The first six months of the Trump presidency will go down as the least productive, most tumultuous ever for a unified government. The Republican House, Senate, and White House should be a juggernaut of dystopian productivity. Instead, we’re heading into the August recess with the Senate two weeks earlier than planned, having taken taken precautions to make sure Trump can’t make recess appointments while they’re away. What Republicans have managed to achieve in the past few months has been done without any help from the administration or to actually isolate and hamper Trump.

Among its more notable successes this year, and against Mr. Trump’s objections, Congress passed a tough Russia sanctions bill with a veto-proof majority, which the president begrudgingly signed this week.

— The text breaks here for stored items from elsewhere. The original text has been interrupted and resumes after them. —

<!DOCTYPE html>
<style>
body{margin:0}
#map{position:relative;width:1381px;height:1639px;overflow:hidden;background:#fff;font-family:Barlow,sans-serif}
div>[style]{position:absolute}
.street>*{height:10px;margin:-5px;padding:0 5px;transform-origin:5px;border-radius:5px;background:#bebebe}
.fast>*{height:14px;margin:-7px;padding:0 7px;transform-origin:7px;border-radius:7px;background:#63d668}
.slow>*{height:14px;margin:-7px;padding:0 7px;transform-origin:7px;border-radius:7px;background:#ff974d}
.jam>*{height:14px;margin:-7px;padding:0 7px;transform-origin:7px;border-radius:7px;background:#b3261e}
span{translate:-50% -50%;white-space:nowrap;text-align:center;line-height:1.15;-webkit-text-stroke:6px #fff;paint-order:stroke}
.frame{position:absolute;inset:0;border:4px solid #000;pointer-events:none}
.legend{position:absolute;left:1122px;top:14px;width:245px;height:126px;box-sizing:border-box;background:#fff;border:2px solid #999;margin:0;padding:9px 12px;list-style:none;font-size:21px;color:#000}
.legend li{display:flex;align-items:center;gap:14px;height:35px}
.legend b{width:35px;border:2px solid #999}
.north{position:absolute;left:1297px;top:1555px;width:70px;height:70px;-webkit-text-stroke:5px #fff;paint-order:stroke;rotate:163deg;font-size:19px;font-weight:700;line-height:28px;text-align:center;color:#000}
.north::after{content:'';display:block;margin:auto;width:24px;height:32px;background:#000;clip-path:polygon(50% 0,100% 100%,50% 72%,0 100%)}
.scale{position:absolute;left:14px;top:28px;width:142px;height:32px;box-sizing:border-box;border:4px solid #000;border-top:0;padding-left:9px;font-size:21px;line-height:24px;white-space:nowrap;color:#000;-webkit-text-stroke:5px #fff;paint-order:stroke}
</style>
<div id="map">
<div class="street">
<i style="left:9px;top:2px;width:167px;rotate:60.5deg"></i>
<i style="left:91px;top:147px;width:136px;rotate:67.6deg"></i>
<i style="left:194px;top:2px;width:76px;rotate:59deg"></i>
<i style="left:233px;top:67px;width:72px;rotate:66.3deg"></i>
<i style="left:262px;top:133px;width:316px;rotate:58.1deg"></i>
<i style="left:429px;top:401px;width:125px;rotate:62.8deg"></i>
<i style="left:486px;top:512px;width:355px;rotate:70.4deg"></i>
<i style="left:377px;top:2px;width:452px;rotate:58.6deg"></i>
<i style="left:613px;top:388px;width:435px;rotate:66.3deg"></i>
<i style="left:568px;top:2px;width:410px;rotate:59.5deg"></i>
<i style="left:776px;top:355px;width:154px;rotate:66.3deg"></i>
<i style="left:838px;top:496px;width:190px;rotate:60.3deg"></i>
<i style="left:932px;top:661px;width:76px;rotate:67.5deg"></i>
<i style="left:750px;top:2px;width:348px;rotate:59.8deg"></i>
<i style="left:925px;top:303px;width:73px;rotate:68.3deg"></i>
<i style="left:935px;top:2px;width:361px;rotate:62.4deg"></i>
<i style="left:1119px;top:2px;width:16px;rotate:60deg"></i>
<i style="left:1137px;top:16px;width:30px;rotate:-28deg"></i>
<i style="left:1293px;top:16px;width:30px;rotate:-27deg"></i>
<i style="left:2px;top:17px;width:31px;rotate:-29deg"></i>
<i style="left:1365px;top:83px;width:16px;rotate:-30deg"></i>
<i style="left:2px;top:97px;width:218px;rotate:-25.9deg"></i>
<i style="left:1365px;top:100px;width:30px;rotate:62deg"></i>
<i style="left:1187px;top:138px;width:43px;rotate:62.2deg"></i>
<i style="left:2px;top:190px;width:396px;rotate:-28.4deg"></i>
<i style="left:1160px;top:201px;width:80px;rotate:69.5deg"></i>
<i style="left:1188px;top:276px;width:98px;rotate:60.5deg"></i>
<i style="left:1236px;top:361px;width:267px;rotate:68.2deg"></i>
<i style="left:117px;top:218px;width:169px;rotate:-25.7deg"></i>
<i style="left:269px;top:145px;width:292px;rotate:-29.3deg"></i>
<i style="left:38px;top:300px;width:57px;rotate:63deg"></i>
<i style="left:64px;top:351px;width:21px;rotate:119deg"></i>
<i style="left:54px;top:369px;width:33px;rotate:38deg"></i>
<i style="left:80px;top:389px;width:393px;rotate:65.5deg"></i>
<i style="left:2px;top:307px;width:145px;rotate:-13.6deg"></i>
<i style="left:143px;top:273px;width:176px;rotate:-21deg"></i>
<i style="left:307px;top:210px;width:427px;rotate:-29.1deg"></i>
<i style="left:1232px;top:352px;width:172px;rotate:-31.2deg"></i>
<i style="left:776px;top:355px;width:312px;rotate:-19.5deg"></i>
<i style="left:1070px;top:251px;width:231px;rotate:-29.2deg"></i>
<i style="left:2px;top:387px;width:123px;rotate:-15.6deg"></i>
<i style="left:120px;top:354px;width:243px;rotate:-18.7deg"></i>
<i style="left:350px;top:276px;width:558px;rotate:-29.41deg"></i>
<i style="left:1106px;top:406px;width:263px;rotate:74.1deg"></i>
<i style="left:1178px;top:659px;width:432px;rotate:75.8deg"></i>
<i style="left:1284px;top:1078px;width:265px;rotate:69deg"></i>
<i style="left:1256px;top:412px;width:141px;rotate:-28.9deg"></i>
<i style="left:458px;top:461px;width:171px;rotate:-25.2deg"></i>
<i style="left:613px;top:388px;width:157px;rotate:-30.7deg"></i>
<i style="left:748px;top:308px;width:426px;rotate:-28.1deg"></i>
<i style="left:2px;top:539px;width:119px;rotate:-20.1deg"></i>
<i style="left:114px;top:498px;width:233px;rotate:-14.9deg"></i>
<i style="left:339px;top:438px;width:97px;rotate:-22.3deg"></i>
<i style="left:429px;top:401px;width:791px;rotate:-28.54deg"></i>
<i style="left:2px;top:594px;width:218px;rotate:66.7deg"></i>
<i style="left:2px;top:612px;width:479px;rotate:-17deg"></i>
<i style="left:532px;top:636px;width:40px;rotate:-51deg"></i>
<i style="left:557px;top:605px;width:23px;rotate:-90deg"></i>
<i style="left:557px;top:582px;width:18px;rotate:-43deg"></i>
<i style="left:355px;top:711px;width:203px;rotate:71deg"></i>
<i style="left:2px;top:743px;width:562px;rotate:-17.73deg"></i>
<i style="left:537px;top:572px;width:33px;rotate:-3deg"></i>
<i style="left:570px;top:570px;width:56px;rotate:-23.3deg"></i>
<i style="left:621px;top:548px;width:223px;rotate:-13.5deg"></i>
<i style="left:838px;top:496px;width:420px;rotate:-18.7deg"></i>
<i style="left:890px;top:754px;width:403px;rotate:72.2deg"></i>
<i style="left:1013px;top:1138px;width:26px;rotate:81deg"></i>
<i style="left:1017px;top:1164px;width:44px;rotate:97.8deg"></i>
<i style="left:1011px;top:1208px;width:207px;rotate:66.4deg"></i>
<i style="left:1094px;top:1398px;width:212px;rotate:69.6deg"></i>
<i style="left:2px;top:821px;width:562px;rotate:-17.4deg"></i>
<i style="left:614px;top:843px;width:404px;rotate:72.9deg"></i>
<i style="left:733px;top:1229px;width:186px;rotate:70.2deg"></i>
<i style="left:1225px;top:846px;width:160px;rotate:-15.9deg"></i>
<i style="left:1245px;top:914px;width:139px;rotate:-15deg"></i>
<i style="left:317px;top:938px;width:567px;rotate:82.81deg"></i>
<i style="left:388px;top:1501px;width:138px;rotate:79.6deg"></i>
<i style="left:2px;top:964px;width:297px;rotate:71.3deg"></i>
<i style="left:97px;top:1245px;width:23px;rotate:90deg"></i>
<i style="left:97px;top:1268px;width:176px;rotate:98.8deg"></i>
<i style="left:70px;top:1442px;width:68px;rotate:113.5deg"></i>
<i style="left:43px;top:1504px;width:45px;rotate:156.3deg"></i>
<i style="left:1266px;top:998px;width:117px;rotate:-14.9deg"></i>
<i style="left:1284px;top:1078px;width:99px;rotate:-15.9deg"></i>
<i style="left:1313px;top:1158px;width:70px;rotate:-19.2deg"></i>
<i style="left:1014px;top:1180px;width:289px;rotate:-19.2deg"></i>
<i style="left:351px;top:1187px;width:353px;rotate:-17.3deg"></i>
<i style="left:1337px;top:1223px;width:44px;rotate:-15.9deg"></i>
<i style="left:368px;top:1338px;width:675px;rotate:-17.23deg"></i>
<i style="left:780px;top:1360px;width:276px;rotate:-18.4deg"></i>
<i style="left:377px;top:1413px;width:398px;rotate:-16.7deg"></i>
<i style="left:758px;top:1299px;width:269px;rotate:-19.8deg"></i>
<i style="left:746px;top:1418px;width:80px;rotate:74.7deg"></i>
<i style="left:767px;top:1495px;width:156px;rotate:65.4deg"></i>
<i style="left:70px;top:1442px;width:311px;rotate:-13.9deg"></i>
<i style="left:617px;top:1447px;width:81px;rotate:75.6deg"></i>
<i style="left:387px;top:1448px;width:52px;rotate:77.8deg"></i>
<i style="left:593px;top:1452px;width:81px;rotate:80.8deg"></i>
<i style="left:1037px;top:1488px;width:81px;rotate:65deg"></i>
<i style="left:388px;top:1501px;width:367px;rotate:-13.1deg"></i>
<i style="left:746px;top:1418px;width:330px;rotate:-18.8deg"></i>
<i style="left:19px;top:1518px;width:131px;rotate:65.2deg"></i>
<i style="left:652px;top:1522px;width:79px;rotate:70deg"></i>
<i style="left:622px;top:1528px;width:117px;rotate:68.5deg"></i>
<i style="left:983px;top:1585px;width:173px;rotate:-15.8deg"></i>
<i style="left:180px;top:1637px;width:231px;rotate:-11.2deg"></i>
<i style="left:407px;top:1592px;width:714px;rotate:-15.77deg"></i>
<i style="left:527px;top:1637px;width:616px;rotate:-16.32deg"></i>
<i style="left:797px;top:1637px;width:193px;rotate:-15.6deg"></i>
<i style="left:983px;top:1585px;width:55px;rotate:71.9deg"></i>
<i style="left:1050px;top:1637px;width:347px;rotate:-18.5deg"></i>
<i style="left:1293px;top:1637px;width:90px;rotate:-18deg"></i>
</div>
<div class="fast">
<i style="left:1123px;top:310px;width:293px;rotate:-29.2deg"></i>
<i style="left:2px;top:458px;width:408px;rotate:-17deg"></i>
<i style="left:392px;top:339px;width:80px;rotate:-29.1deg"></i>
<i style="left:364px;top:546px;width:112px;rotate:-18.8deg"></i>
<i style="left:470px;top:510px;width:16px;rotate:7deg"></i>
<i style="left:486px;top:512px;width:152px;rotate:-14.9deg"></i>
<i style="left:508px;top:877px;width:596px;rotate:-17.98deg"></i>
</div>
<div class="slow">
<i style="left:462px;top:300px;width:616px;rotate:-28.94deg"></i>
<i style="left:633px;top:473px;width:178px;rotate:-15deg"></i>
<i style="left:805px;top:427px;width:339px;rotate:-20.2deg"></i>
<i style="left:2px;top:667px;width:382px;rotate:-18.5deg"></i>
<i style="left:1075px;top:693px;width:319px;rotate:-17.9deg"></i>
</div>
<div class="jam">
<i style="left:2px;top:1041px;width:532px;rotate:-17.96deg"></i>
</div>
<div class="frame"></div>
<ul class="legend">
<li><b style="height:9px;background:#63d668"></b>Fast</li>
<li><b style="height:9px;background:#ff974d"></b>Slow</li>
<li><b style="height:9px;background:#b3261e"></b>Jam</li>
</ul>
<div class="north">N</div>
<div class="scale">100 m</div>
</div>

Congress also approved a law to help veterans get health care—a bipartisan, bicameral, messy but ultimately successful effort that came together with zero involvement from the administration.

Indeed, most of the coming efforts in Congress run counter to what the White House has suggested ought to happen.

On the health care front, many lawmakers are already busy figuring out a way to stabilize the individual health insurance market and to fund the cost-sharing subsidies that Mr. Trump has threatened to end.

In a rebuke not just to Trump but to Senate Majority Leader Mitch McConnell as well, Republican chairman are returning to regular order and working with Democrats to set up hearings, including how to fix Obamacare. They’ve ignored Trump’s bullying attempts to force them to stay in D.C. and keep working on repeal. Rank-and-file Republicans are teaming up with Democrats against Trump to make sure he can’t derail special counsel Robert Mueller’s investigation into the web of financial and political ties Trump has in Russia.

This burgeoning war against Trump, Republicans try to insist, is perfectly normal and healthy.